Of all the character songs on the album, White As Snow is the most moving. Much of this is to do with its sense of quietude – not a mood one normally associates with U2. The song is almost ambient in its musical pulse, suggesting the presence of Daniel Lanois and Brian Eno, and Bono's voice sounds markedly different here, more restrained, more plaintive, the emotion suggested rather than strained for.
The song's melody is based on an old hymn, Oh Come, Oh Come, Emmanuel, that, according to The Handbook to the Lutheran Hymnal, was composed by "an unknown author, circa 1100". (Surprisingly, the original has been faithfully covered by both Sufjan Stevens and Belle & Sebastian and, less surprisingly, by Enya and 2006's BBC Young Chorister of the Year, William Dutton).
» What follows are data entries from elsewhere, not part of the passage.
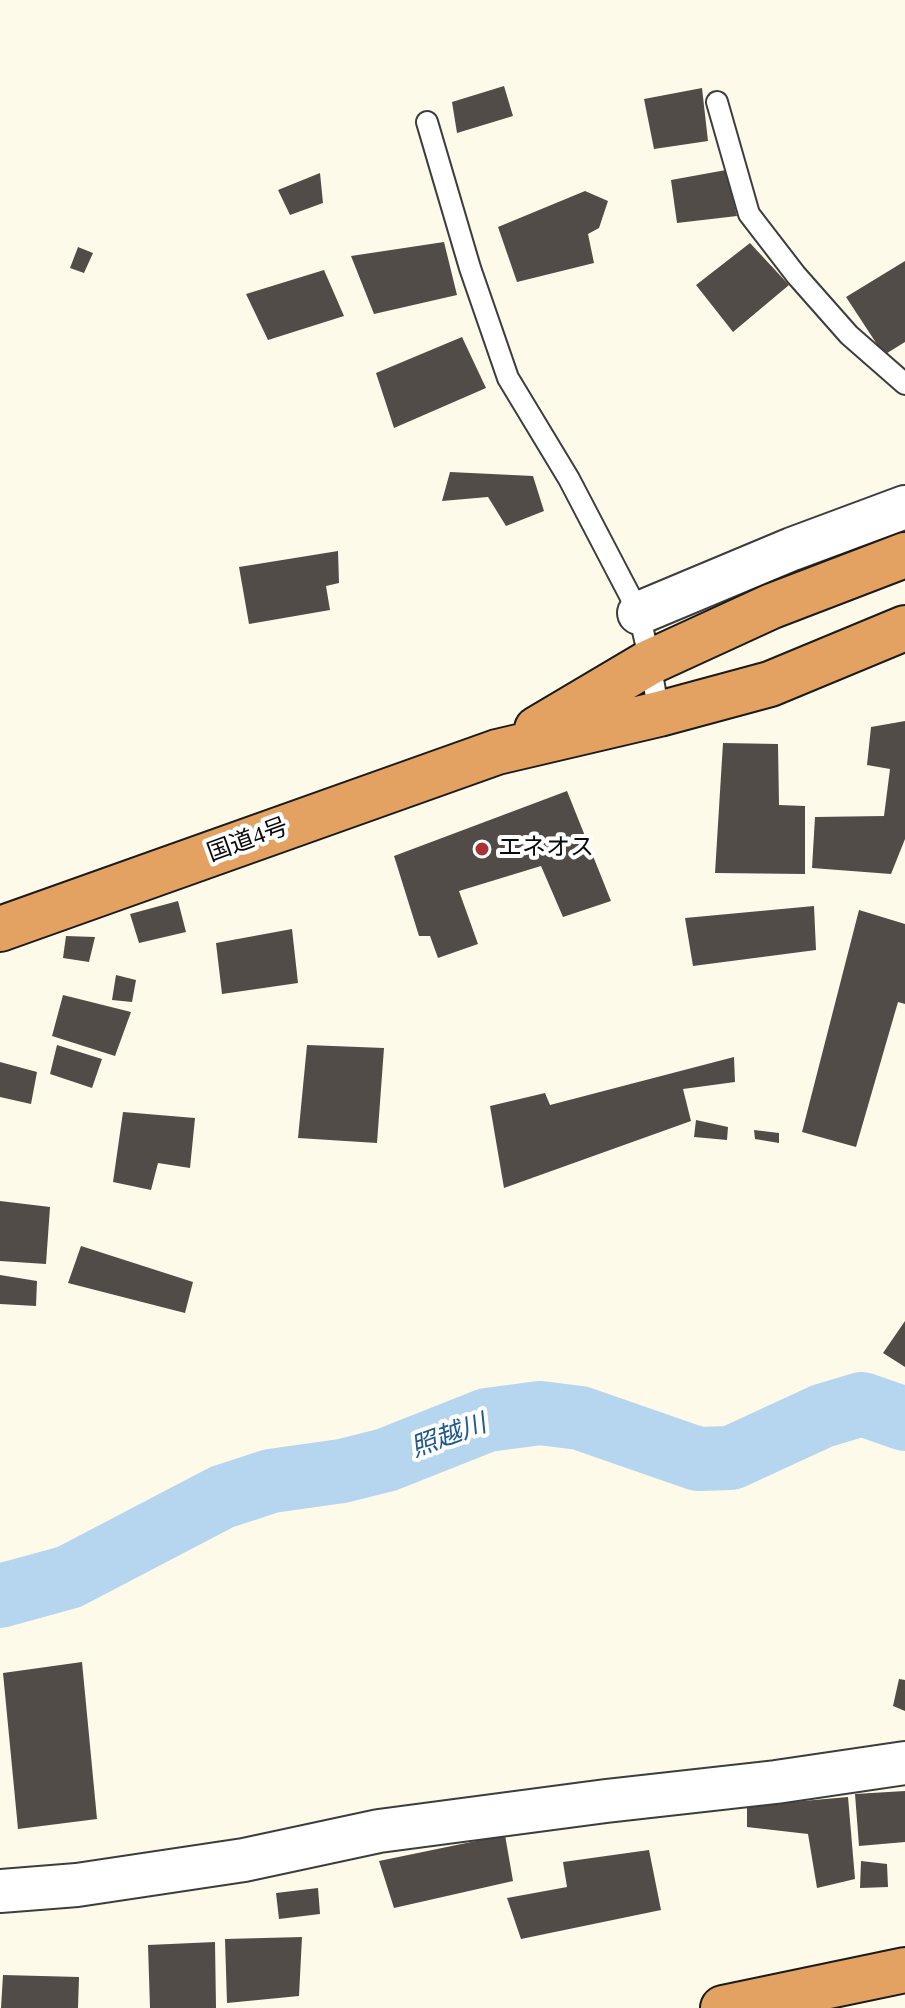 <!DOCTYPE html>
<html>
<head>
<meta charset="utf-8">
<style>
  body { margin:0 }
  canvas { display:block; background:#fdfaea }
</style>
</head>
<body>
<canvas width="905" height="2008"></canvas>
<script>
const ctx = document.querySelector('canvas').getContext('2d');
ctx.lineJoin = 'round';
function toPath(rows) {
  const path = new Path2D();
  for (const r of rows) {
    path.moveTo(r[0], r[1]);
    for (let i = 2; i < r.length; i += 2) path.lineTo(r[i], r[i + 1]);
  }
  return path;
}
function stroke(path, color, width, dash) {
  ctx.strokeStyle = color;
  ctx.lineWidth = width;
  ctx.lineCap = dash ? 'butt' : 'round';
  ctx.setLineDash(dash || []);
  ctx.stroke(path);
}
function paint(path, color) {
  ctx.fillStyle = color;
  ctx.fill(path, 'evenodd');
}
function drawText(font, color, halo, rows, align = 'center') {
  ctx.font = font + ' "Times New Roman","Noto Sans JP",serif';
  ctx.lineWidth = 8;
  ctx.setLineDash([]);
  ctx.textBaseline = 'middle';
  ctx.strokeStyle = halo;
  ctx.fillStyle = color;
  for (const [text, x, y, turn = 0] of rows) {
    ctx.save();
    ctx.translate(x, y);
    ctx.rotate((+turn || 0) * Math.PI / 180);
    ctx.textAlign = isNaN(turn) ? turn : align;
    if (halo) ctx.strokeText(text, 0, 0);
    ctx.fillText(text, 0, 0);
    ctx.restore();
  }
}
const river = toPath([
  [0,1596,69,1577,222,1497,271,1481,342,1471,386,1460,487,1420,540,1413,580,1418,698,1459,731,1458,822,1416,862,1404,905,1419]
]);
const building = toPath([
  [504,86,513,116,457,133,452,102],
  [702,88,708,141,654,149,644,99],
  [726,170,737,216,677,223,671,180],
  [320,173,323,203,290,215,278,190],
  [585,191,608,201,599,228,588,234,594,263,517,282,498,227],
  [444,242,457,295,374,314,351,256],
  [750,243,789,285,733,332,696,285],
  [78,247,93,253,84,273,70,268],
  [905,261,905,342,884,355,846,297],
  [324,270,344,316,268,340,246,294],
  [462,337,486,388,394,428,376,373],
  [450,472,533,476,544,511,506,526,488,497,442,501],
  [338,551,339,583,326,586,330,610,249,624,239,567],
  [905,721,905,839,891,874,812,868,815,817,884,816,890,769,867,765,871,727],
  [723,743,778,744,779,805,805,806,805,874,715,873],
  [567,791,611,901,563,917,541,866,459,891,478,944,438,958,430,936,419,936,394,856],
  [178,901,186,932,139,943,130,914],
  [814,906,816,950,693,966,685,918],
  [859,910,905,924,905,1004,898,1002,856,1147,802,1132],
  [292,929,298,983,222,994,216,943],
  [66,936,95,937,89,962,63,958],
  [116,975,136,980,132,1002,112,1000],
  [63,995,131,1012,115,1056,52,1036],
  [57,1045,102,1059,92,1088,50,1074],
  [307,1045,384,1048,377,1143,298,1138],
  [734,1057,735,1082,683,1089,691,1121,504,1188,490,1106,545,1093,550,1105],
  [0,1062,37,1072,31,1104,0,1097],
  [123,1112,195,1118,190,1168,158,1163,151,1190,113,1182],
  [696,1120,728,1127,727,1140,694,1137],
  [754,1130,779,1133,779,1143,755,1139],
  [0,1201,50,1207,46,1264,0,1261],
  [81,1246,193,1282,185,1313,68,1283],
  [0,1275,37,1281,36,1306,0,1304],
  [905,1321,905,1367,883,1353],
  [82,1662,97,1819,18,1829,3,1673],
  [899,1679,905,1680,905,1711,893,1706],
  [905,1791,905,1842,859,1846,855,1794],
  [848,1797,855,1879,817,1888,808,1834,747,1827,747,1806],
  [505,1835,513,1881,394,1908,379,1861],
  [649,1850,661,1910,521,1939,507,1898,567,1887,563,1862],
  [861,1861,887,1864,888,1887,860,1888],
  [318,1888,320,1914,279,1919,276,1893],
  [302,1937,299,1996,227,2003,225,1939],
  [215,1942,216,2008,150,2008,148,1945],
  [3,1975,79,1977,78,2008,1,2008]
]);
const lane = toPath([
  [717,102,749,214,796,275,849,335,905,384],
  [427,122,470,268,508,378,569,479,639,613,650,662,659,714]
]);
const street = toPath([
  [639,613,792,549,905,507],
  [0,1891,77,1885,244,1860,379,1831,606,1801,776,1782,905,1763]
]);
const highway = toPath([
  [537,729,650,662,772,606,905,555],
  [0,929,497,752,659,714,770,684,905,628],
  [723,2008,905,1970]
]);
const markers = [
  [482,849,8,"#a93334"]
];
const streetNames = [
  ["国道4号",248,841,-20]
];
const poiNames = [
  ["エネオス",498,849]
];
const waterNames = [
  ["照越川",449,1437,-20]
];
stroke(river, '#b5d6ee', 64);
paint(building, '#524c48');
stroke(lane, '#3d3d3d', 24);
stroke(street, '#3d3d3d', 46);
stroke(highway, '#1b1b1b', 48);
stroke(lane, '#fff', 20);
stroke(street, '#fff', 42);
stroke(highway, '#e3a261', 44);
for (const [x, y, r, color] of markers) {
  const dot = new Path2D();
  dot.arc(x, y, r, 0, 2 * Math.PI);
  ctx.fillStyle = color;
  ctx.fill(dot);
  stroke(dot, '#fff', 3);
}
drawText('24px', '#0a0a0a', '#fff', streetNames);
drawText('24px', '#0a0a0a', '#fff', poiNames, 'left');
drawText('italic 26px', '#235a8d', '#fff', waterNames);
</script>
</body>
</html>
The idea of a song based on the dying thoughts of a soldier initially came to Bono after he read William Golding's ambitious novel, Pincher Martin, which is told from the point of view of a British sailor who appears to have survived the torpedoing of his ship. As he approaches death, his thoughts roam back over his life, and the moral choices he made or avoided. (The novel's denouement, though, suggests that the soldier died at the moment his ship went down and that the preceding narrative recounts his soul's struggle to stay in the material world.)
After watching Sam Mendes's film, Jarhead, Bono decided the song should evoke the thoughts of a soldier dying from a roadside bomb in Afghanistan. Intriguingly, you don't really need to know the context for the song to work. It stands alone. Initially, I had assumed it was sung in the voice of a young Middle Eastern man who had been driven into exile, but there you go.
I am not typically taken with songs that require prior knowledge or context to be fully appreciated. I remember interviewing Elvis Costello on the release of his dense and difficult album, Spike, and being baffled even more by his explanations of the songs than the songs themselves. Springsteen, on the other hand – and, in particular, Springsteen the quiet balladeer – is a master of setting and context: "My name is Joe Roberts, I work for the state, I'm a sergeant out in Perrineville, Barracks number 8" . There is something about writing in character – putting yourself in someone else's place and seeing the world though someone else's eyes – that requires a certain craft and economy for that shift in perspective to be credible.
"We were going to start White As Snow with an explosion," recalled Bono. "An early version had this industrial noise that sounded like the aftermath of a bomb." Now, that would have been one way of getting around the problem of context. It may have worked, too, but the song is fine the way it is, unadorned, evocative, suggestive. You don't have to know what it's about to feel its quiet power or sense its sadness. "It's kind of pastoral,"
said Bono. It bodes well for the album that will follow No Line On the Horizon, which has, he says, "the idea of pilgrimage at its centre", and is made up of the "quieter, more meditative songs" that did not make it on to this one. "Intimacy is the new punk rock," Bono added, laughing. But is it the new stadium rock?